Start of Data records

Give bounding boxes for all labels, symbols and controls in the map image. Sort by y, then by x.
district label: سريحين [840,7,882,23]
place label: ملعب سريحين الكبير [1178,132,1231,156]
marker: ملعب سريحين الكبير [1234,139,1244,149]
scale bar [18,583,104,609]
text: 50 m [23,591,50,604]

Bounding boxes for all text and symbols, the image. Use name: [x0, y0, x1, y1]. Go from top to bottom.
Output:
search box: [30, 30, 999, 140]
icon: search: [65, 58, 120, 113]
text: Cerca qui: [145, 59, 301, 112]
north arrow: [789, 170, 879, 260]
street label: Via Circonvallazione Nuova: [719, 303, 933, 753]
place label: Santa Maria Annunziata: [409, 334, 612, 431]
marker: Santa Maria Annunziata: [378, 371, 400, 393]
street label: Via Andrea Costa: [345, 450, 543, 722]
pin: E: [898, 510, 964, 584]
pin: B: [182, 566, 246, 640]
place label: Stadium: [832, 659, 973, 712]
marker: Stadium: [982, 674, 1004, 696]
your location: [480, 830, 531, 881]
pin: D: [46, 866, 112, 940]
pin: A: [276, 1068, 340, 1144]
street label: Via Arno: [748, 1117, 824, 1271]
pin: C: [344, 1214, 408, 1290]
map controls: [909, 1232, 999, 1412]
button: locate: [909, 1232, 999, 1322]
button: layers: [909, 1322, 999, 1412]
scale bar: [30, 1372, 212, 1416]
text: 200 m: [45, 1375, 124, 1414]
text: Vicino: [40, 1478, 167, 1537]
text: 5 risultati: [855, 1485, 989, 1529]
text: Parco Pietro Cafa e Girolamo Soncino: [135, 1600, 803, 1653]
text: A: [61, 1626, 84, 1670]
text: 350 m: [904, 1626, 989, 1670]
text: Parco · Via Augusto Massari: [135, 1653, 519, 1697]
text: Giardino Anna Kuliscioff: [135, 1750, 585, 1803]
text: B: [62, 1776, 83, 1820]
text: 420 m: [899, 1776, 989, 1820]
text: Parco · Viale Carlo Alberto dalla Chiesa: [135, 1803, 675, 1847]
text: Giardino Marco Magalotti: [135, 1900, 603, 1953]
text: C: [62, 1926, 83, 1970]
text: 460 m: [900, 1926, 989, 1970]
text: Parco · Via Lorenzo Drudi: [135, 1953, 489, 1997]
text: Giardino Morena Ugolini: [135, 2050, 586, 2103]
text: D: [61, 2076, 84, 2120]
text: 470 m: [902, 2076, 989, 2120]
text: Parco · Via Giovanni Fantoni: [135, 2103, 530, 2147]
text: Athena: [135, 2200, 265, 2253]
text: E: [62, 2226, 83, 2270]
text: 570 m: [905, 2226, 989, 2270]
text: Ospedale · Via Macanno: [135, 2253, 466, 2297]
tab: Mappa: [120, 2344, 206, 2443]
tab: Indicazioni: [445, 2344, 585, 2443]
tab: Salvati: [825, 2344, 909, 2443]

End of Data records

> _Exercise_
From the material given, work out how many lines hold the string "Maria"; state that number and nothing further.

> _Solution to this problem_
2